• **WHAT THE TASK REQUIRES**
Locate each line in the records containing "lane". Copy it.

:: RECORDS FOR THE EXERCISE ::

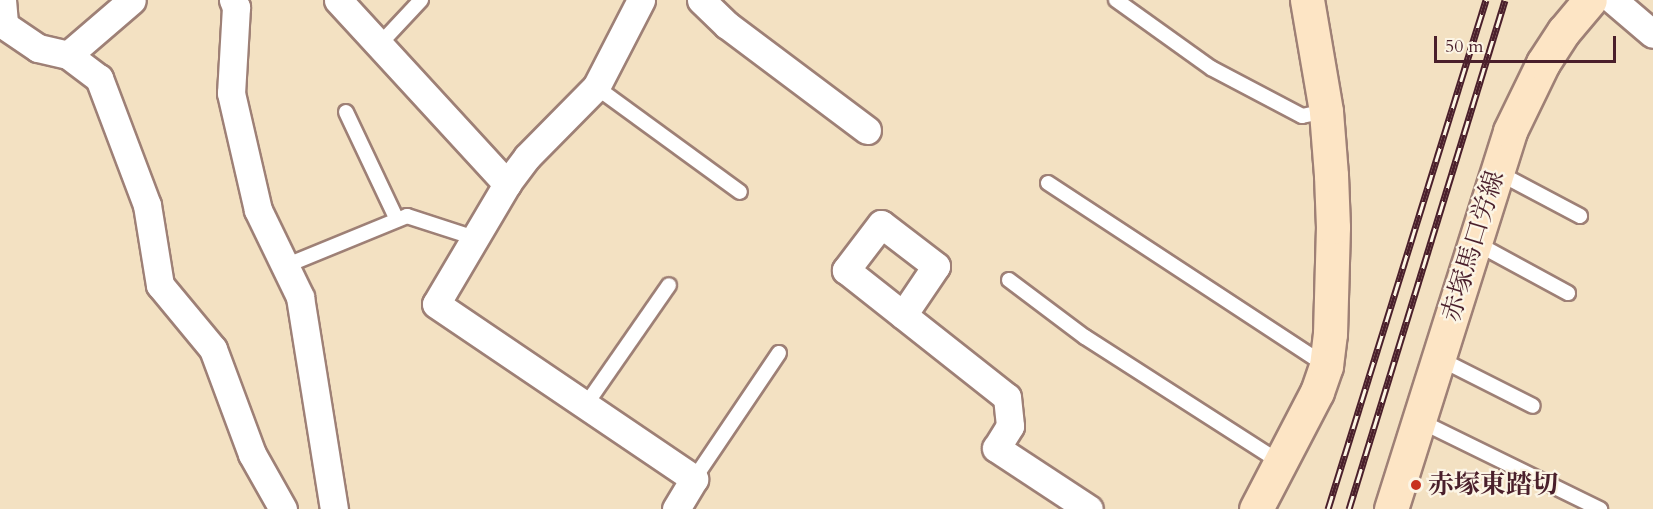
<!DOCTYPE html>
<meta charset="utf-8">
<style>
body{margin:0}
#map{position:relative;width:1653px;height:509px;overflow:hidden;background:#f3e1c2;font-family:Cardo,"Noto Serif JP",serif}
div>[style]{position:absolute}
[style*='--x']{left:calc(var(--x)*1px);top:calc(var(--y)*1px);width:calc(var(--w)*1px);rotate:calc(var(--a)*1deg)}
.roads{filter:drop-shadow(2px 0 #9e8076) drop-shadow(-2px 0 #9e8076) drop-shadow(0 2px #9e8076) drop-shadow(0 -2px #9e8076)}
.lane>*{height:14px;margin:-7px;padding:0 7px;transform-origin:7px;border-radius:7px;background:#fff}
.street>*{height:27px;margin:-13.5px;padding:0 13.5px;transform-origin:13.5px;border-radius:13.5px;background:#fff}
.secondary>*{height:33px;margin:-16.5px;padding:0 16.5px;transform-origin:16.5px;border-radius:16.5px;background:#fde5c5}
.rail>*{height:7px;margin-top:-3.5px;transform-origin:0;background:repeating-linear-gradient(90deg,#fcf5e5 0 14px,#4a1f2b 0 28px);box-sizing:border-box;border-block:2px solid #4a1f2b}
.dots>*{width:16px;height:16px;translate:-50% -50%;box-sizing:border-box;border:3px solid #fcf5e5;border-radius:50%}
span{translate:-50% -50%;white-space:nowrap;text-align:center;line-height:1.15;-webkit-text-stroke:4.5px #fcf5e5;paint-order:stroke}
.street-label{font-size:26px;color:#4a1f2b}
.poi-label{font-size:26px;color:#4a1f2b;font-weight:700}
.left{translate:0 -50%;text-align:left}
.scale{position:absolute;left:1434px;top:36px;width:182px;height:27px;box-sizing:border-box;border:3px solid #4a1f2b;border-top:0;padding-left:8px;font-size:18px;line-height:21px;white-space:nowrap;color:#4a1f2b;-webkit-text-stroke:4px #fcf5e5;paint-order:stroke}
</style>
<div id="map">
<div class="roads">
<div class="lane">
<div style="--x:1116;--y:0;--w:117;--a:35.6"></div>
<div style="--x:1211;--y:68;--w:103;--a:27.8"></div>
<div style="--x:1302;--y:116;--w:25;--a:-12"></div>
<div style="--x:378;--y:46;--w:63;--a:-46.9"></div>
<div style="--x:596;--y:87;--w:178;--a:36.1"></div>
<div style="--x:346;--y:112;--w:119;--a:64.7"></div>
<div style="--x:1497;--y:172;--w:94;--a:27.9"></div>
<div style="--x:1048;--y:183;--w:330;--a:33.3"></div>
<div style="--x:1474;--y:242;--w:107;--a:28.5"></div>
<div style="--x:285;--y:266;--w:132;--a:-22.3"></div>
<div style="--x:407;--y:216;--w:71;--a:17.9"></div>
<div style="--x:1009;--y:280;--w:95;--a:36.9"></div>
<div style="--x:1085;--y:337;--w:233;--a:32.7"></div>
<div style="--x:1438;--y:358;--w:106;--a:26.8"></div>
<div style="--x:585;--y:406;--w:147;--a:-55.2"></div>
<div style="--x:1418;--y:420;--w:203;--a:26.1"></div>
<div style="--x:694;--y:479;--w:152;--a:-56"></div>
</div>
<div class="street">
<div style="--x:2;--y:0;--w:25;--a:85"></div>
<div style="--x:4;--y:25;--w:41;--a:34.1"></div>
<div style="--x:38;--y:48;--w:31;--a:13"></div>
<div style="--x:68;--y:55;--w:39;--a:37"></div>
<div style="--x:99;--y:78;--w:136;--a:69.3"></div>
<div style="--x:147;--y:205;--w:81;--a:80.8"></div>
<div style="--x:160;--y:285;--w:83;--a:50.4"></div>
<div style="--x:213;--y:349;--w:112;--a:69.6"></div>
<div style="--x:252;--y:454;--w:63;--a:60.6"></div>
<div style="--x:233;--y:0;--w:8;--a:67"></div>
<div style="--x:236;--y:7;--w:86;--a:93.3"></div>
<div style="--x:231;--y:93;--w:120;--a:77"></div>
<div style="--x:258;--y:210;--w:97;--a:64.2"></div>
<div style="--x:300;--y:297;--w:215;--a:80.9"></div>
<div style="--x:338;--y:0;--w:250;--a:47.4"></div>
<div style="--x:641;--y:0;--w:98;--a:117.3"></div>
<div style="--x:596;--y:87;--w:98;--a:134.6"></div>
<div style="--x:527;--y:157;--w:34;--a:127"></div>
<div style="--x:507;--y:184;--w:139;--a:120.6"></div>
<div style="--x:436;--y:304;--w:312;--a:34.1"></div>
<div style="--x:694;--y:479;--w:35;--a:121"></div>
<div style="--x:701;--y:0;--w:36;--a:44"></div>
<div style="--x:727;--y:25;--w:175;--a:36.9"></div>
<div style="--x:1613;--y:0;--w:52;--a:40.4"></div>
<div style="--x:68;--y:55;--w:84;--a:-40.7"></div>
<div style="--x:903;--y:315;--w:59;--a:-56"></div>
<div style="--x:936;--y:266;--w:69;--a:-142.6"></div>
<div style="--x:881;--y:224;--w:58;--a:127.3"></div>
<div style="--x:846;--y:270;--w:205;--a:38.3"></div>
<div style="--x:1007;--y:397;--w:29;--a:84"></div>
<div style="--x:1010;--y:426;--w:26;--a:122"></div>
<div style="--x:996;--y:448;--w:111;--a:33.3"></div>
</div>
<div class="secondary">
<div style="--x:1256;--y:509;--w:132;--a:-62.5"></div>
<div style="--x:1317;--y:392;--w:28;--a:-71"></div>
<div style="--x:1326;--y:366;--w:32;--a:-83"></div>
<div style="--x:1330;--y:334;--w:107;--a:-88.4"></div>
<div style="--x:1333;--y:227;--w:52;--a:-92.2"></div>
<div style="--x:1331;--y:175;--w:64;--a:-94.5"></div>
<div style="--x:1326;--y:111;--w:113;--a:-99.7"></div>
<div style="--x:1391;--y:509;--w:396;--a:-72.5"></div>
<div style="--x:1510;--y:131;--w:76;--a:-64.1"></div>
<div style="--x:1543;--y:63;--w:38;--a:-57"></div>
<div style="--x:1564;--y:31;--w:40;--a:-50"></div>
</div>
</div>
<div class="rail">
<div style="--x:1328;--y:509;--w:533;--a:-72.76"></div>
<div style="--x:1349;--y:509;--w:532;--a:-72.96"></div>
</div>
<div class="dots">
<div style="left:1416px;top:485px;background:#c8321e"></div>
</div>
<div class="street-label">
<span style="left:1473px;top:246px;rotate:-73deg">赤塚馬口労線</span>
</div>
<div class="poi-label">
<span class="left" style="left:1428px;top:485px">赤塚東踏切</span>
</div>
<div class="scale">50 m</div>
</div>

:::

• **ANSWER SECTION**
.lane>*{height:14px;margin:-7px;padding:0 7px;transform-origin:7px;border-radius:7px;background:#fff}
<div class="lane">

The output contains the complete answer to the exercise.